(Stored data)

=== Section Start ===

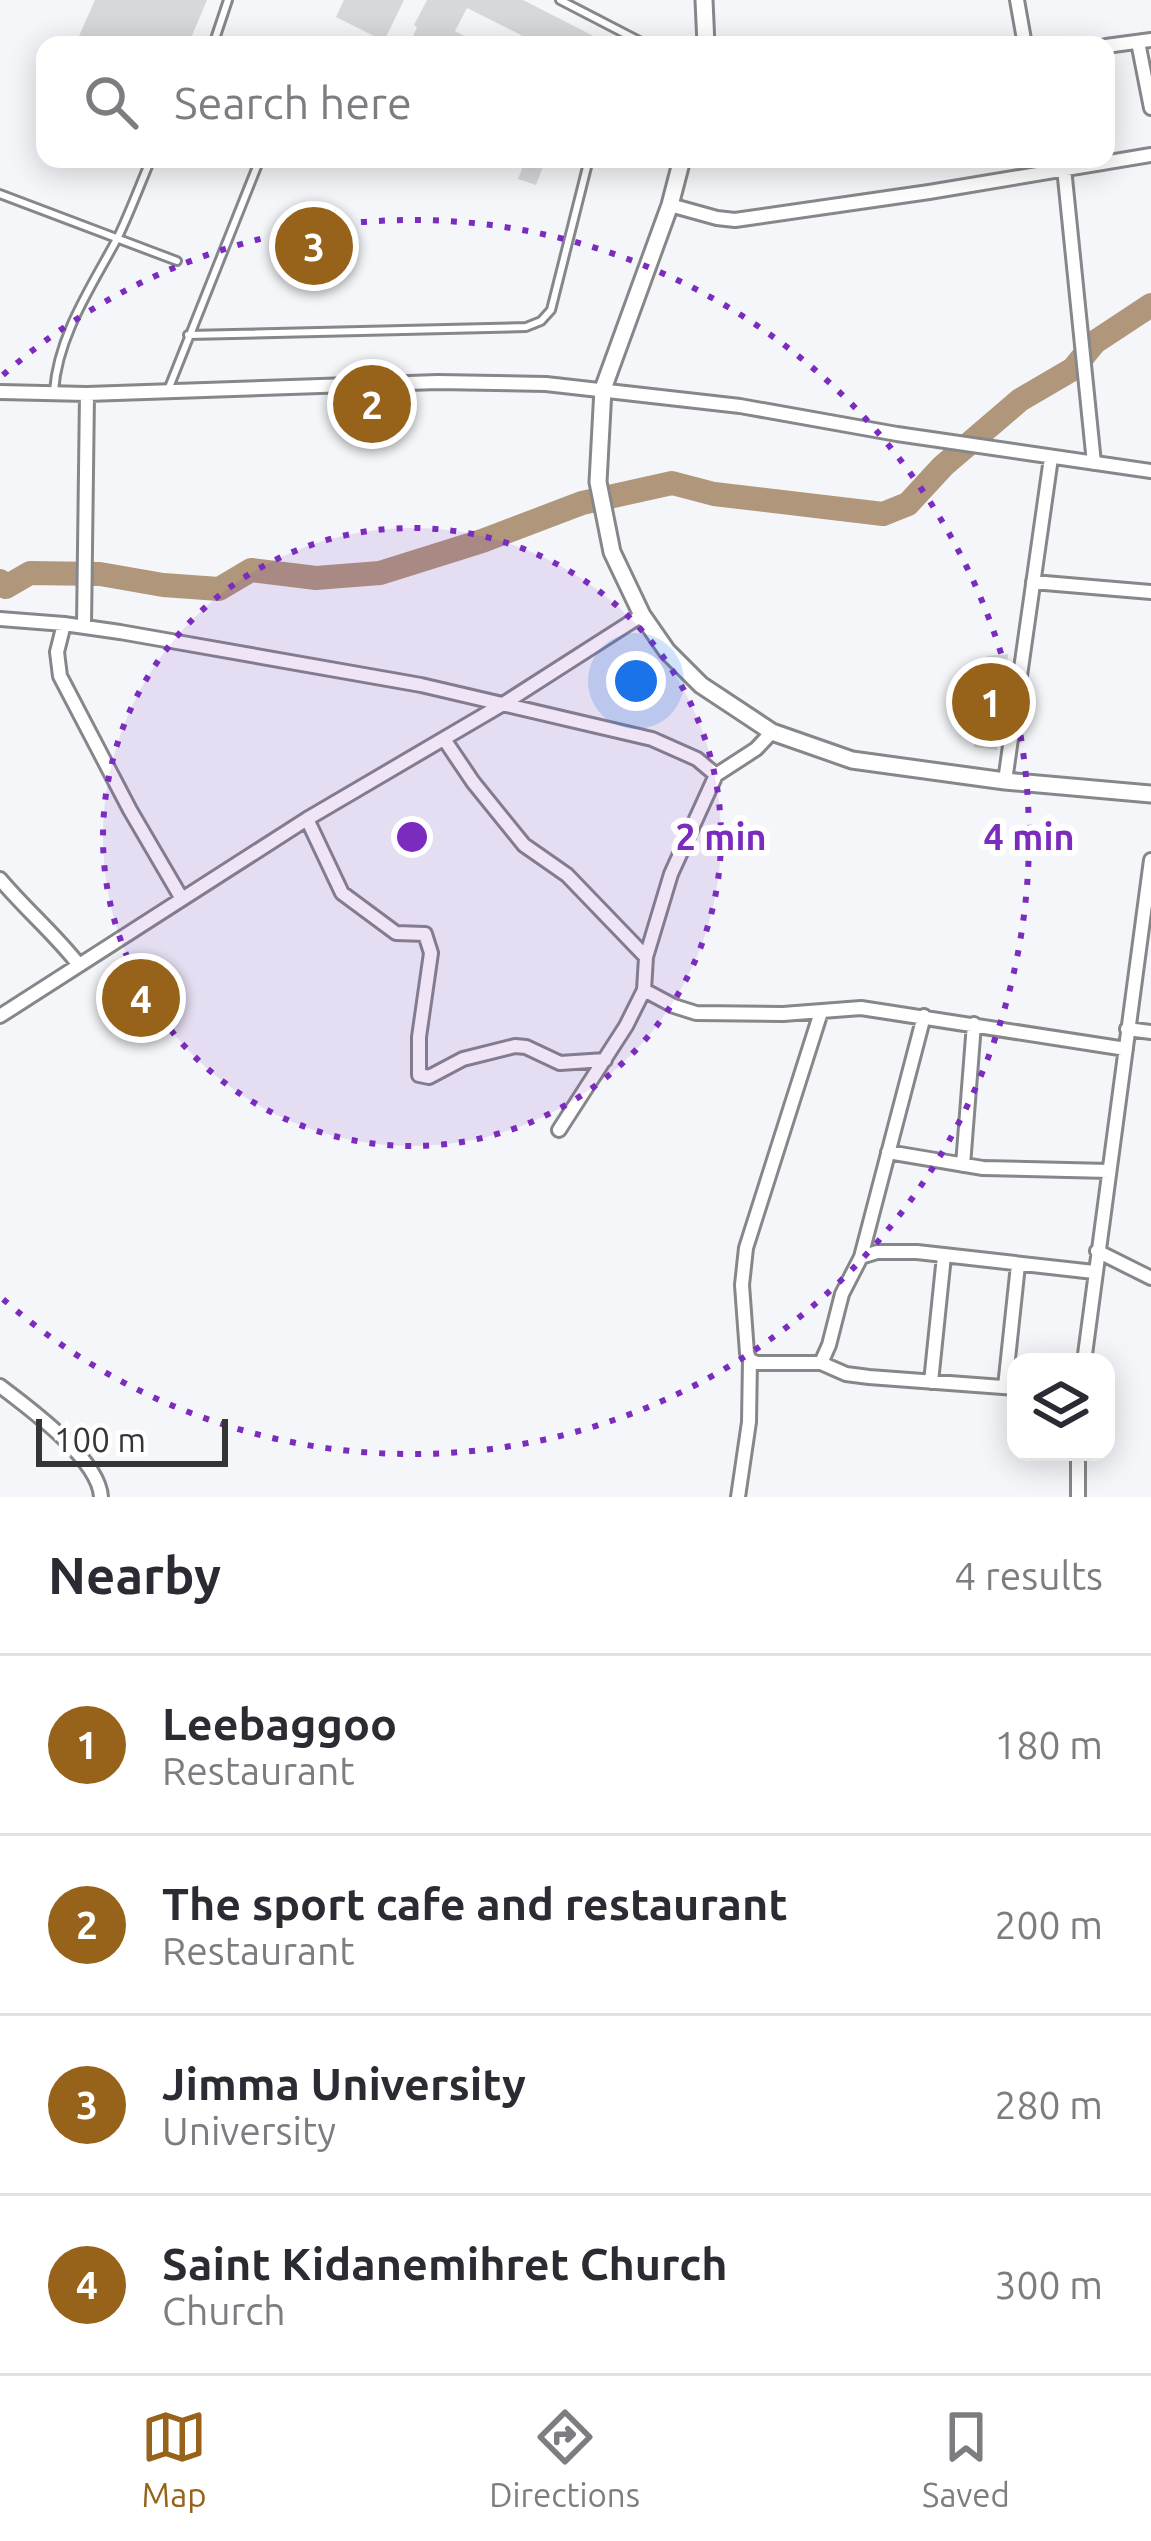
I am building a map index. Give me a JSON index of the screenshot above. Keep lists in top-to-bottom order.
{
  "scale_bar": "100 m",
  "page": {
    "search": "Search here",
    "pins": [
      "3",
      "2",
      "1",
      "4"
    ],
    "scale": "100 m",
    "heading": ["Nearby", "4 results"],
    "list": [
      {
        "mark": "1",
        "name": "Leebaggoo",
        "note": "Restaurant",
        "value": "180 m"
      },
      {
        "mark": "2",
        "name": "The sport cafe and restaurant",
        "note": "Restaurant",
        "value": "200 m"
      },
      {
        "mark": "3",
        "name": "Jimma University",
        "note": "University",
        "value": "280 m"
      },
      {
        "mark": "4",
        "name": "Saint Kidanemihret Church",
        "note": "Church",
        "value": "300 m"
      }
    ],
    "nav": ["Map", "Directions", "Saved"]
  },
  "rings": ["2 min", "4 min"]
}
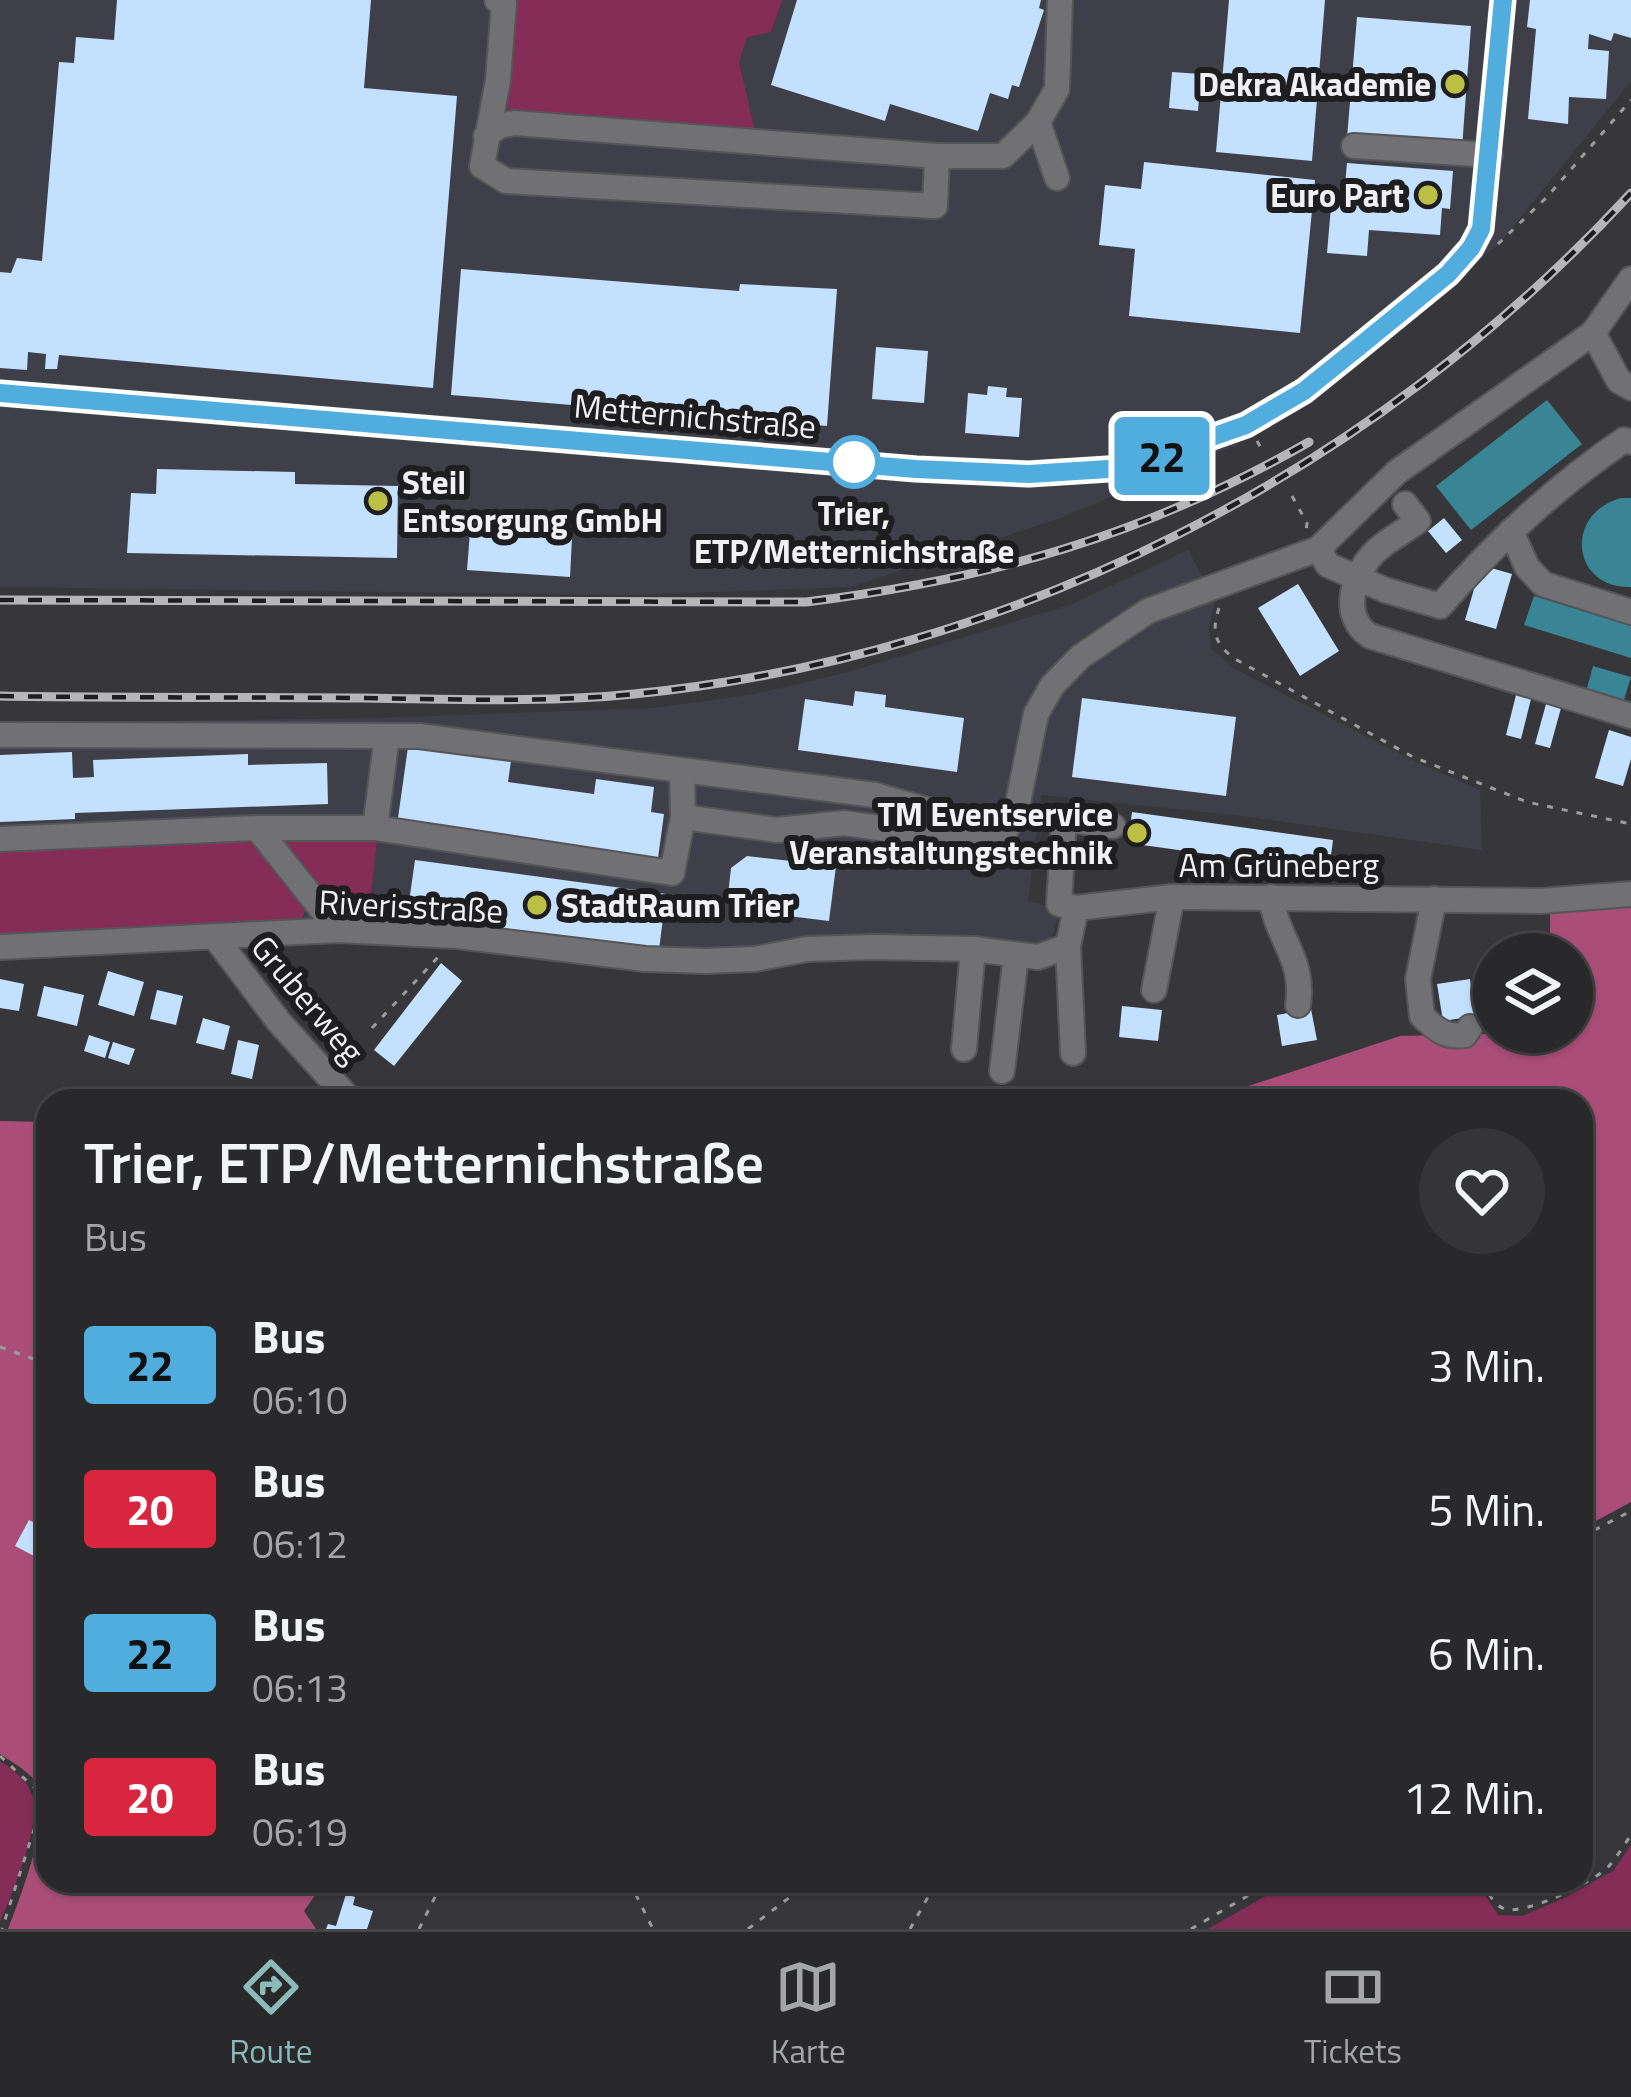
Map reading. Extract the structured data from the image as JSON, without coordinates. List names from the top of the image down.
{
  "streets": {
    "street": [
      "Metternichstraße",
      "Am Grüneberg",
      "Riverisstraße",
      "Gruberweg"
    ]
  },
  "crossings": [
    ["Riverisstraße", "Gruberweg"]
  ],
  "places": [
    "Dekra Akademie",
    "Euro Part",
    "Trier, ETP/Metternichstraße",
    "Steil Entsorgung GmbH",
    "TM Eventservice Veranstaltungstechnik",
    "StadtRaum Trier"
  ],
  "lines": ["bus line 22"],
  "page": {
    "on_map": "22",
    "heading": ["Trier, ETP/Metternichstraße", "Bus"],
    "list": [
      {
        "mark": "22",
        "name": "Bus",
        "note": "06:10",
        "value": "3 Min."
      },
      {
        "mark": "20",
        "name": "Bus",
        "note": "06:12",
        "value": "5 Min."
      },
      {
        "mark": "22",
        "name": "Bus",
        "note": "06:13",
        "value": "6 Min."
      },
      {
        "mark": "20",
        "name": "Bus",
        "note": "06:19",
        "value": "12 Min."
      }
    ],
    "tabs": ["Route", "Karte", "Tickets"]
  }
}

=== Section End ===

> [What the task requires]
Which lines in the data above hold the string "Riverisstraße"? Show each one.

> [Solved problem]
      "Riverisstraße",
    ["Riverisstraße", "Gruberweg"]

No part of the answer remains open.